#### Task statement
Of the lines below, report only those that contain "small".
=== Begin Enclosure ===
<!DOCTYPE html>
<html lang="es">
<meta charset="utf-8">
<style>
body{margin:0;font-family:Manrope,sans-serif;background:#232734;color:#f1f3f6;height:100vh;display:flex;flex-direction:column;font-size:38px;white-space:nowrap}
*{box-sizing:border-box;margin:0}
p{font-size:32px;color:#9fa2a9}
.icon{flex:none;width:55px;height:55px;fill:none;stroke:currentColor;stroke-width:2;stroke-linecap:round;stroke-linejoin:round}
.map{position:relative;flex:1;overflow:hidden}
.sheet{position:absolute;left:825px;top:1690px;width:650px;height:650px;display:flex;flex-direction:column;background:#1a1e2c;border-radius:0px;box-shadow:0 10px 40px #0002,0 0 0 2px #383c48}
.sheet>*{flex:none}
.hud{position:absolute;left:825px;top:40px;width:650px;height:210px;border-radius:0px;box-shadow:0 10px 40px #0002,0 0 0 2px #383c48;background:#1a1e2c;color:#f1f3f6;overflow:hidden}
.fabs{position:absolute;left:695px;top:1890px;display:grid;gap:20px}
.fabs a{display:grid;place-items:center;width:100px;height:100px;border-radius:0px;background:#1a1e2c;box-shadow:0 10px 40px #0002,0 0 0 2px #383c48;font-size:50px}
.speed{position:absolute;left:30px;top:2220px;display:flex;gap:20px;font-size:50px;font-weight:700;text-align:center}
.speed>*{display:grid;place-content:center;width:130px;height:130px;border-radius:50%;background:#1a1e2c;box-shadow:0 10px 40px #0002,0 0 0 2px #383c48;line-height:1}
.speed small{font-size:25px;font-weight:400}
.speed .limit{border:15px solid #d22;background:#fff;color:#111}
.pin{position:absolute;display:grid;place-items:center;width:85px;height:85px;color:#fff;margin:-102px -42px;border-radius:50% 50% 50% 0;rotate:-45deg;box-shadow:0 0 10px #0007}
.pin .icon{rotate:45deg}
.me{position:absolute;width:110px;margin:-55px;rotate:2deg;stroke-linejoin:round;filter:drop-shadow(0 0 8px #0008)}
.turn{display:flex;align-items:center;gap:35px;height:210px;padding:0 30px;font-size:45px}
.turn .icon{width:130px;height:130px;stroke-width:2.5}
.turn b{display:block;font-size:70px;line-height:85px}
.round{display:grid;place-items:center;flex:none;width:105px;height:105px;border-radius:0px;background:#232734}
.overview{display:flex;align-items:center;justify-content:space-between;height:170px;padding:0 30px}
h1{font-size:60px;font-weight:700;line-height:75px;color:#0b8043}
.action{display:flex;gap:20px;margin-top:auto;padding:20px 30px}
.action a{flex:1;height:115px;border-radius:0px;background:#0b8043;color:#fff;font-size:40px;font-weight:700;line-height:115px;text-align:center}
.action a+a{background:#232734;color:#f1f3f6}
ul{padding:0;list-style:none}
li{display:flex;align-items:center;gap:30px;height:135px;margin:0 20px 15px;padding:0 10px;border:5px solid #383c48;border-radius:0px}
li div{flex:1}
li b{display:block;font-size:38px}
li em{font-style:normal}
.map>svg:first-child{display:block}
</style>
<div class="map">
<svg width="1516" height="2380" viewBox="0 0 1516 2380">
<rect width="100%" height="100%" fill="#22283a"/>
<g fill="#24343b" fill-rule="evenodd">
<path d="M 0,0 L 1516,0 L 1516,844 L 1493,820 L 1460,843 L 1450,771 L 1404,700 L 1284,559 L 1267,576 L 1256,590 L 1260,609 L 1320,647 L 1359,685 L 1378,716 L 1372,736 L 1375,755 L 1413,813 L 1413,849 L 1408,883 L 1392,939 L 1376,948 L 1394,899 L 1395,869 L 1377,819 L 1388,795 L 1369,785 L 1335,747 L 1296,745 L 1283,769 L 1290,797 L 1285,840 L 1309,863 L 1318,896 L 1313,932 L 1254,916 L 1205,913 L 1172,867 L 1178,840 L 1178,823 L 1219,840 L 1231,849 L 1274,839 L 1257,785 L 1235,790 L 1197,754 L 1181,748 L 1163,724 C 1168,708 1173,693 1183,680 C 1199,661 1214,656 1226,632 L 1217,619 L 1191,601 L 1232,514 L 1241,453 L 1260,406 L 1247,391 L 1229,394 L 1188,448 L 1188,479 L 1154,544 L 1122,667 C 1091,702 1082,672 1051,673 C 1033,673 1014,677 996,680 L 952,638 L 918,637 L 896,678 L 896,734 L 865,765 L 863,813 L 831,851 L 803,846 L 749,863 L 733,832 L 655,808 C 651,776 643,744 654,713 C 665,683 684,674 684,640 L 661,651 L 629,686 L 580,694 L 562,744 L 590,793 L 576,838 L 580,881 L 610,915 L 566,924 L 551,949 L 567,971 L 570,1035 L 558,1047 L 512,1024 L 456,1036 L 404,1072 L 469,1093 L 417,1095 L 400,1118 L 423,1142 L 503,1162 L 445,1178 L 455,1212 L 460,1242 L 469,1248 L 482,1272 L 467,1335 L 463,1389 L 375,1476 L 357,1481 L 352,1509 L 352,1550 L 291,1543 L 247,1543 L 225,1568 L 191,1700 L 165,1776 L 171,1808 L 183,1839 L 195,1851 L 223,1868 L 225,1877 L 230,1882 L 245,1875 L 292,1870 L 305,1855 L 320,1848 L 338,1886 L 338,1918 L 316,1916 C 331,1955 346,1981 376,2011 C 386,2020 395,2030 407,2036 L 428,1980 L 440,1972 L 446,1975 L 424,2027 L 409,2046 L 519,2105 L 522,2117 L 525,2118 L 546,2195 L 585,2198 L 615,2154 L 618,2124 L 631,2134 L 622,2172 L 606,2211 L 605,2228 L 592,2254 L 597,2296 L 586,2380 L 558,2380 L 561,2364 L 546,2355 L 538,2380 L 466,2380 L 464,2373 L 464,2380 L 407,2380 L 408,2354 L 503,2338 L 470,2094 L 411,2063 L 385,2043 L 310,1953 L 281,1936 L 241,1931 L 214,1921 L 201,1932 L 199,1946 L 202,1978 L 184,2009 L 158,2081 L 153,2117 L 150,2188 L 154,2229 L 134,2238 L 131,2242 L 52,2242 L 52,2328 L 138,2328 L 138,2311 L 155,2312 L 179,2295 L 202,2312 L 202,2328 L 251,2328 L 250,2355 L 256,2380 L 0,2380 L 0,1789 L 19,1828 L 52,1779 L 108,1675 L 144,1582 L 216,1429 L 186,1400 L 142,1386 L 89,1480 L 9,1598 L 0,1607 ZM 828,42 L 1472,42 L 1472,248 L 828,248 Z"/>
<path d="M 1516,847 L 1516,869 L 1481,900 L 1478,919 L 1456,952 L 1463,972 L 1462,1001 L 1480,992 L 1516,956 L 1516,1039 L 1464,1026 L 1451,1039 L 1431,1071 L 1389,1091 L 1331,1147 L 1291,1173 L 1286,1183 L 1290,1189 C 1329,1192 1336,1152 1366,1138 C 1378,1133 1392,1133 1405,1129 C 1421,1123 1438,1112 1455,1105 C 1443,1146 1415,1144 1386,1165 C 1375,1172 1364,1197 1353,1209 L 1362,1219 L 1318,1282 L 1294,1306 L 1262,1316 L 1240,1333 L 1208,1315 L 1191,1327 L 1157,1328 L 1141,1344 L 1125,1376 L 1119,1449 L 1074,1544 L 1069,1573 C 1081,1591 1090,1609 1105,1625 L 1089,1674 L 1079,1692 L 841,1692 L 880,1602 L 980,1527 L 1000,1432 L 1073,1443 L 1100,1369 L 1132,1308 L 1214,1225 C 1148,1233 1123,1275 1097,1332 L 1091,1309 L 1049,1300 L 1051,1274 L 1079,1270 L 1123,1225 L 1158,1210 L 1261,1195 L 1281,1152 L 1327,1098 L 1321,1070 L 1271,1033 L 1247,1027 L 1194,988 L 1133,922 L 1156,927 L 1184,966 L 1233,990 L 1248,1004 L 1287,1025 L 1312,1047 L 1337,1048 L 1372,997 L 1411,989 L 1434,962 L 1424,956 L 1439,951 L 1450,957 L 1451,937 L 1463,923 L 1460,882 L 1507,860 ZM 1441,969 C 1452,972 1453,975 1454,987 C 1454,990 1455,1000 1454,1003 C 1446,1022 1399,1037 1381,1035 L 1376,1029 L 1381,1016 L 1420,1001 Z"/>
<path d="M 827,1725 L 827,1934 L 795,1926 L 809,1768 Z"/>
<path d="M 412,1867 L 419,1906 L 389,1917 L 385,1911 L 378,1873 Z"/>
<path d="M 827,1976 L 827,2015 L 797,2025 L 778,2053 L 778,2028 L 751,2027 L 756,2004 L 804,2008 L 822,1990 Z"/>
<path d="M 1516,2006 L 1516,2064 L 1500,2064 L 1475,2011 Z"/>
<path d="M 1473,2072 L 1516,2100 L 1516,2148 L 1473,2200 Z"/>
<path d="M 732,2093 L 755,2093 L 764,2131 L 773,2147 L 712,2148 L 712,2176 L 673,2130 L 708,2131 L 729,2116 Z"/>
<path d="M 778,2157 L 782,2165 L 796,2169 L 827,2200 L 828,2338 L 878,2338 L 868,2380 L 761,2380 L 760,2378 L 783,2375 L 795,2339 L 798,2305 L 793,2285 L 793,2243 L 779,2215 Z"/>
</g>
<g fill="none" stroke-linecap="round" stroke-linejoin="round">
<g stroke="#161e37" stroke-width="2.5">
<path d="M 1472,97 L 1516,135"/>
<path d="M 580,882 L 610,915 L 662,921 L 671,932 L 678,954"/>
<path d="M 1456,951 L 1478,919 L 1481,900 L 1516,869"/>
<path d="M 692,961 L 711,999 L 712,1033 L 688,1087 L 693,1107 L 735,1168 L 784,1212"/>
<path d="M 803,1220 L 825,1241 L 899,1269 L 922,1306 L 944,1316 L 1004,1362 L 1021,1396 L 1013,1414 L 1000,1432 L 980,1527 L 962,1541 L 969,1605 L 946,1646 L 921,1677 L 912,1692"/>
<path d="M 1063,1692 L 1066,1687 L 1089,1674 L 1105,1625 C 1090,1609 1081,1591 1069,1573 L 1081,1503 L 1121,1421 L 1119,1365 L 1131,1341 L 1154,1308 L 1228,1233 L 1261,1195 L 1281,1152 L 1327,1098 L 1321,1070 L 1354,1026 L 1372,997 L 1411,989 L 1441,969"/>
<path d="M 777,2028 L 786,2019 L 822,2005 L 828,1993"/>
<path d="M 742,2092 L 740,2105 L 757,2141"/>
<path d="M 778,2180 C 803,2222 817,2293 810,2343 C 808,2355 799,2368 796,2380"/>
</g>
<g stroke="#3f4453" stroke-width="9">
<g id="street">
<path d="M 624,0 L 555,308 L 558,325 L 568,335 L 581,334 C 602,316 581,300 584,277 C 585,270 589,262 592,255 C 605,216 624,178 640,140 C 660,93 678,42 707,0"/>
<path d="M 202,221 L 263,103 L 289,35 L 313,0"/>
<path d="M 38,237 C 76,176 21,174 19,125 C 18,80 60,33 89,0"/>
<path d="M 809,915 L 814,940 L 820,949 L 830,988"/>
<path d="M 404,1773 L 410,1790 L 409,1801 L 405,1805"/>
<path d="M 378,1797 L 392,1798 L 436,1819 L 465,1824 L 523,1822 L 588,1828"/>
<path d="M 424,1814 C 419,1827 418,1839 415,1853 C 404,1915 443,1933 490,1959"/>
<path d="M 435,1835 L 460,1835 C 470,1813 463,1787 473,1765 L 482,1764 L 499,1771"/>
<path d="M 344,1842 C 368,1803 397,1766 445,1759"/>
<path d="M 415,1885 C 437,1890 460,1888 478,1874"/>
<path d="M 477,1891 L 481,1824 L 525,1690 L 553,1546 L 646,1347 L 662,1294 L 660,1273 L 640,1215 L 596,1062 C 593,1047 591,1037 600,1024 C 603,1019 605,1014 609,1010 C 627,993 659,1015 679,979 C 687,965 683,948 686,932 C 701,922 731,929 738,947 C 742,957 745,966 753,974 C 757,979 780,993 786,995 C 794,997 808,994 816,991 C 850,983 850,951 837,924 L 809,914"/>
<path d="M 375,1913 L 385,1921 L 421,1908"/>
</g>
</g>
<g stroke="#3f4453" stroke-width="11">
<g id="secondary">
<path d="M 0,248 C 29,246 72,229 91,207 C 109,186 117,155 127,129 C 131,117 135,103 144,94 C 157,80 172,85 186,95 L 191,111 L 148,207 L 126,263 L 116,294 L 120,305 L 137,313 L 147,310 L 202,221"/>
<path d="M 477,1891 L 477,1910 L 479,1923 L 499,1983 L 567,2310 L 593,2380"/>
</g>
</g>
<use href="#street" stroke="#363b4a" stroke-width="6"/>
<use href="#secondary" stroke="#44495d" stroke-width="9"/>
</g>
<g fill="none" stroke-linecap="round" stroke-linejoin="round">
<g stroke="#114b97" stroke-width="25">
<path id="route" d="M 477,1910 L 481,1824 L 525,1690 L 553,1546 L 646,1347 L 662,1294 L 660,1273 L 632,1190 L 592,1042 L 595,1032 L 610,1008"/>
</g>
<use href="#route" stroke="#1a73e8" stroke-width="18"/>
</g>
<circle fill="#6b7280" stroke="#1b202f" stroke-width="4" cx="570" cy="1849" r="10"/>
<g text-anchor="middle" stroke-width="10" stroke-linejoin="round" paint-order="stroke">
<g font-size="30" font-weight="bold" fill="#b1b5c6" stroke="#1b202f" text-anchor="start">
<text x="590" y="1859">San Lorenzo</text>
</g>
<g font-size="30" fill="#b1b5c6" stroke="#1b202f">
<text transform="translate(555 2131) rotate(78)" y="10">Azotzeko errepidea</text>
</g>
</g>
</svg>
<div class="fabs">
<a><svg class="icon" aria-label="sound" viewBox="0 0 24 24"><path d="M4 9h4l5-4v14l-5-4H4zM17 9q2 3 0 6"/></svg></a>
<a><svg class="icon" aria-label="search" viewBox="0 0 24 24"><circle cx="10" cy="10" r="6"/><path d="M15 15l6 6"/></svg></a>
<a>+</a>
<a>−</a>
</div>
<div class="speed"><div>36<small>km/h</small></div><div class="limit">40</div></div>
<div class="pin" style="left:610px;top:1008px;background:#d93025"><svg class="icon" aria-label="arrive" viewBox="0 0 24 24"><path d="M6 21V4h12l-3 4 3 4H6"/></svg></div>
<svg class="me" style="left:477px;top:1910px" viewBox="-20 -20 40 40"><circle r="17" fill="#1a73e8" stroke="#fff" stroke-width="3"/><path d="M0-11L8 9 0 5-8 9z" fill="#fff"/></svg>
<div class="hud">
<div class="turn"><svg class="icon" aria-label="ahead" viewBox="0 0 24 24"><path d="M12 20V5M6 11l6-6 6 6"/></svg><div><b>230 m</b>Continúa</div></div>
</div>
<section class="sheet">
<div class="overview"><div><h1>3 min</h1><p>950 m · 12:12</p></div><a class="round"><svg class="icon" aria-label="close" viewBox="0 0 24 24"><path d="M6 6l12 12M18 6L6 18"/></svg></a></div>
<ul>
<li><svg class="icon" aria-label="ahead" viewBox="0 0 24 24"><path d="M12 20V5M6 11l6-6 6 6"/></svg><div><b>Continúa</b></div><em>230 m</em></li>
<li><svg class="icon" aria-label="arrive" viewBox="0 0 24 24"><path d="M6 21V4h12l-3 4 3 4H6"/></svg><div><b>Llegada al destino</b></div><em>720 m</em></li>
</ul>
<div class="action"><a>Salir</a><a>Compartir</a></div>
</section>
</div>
=== End Enclosure ===
#### Task output
.speed small{font-size:25px;font-weight:400}
<div class="speed"><div>36<small>km/h</small></div><div class="limit">40</div></div>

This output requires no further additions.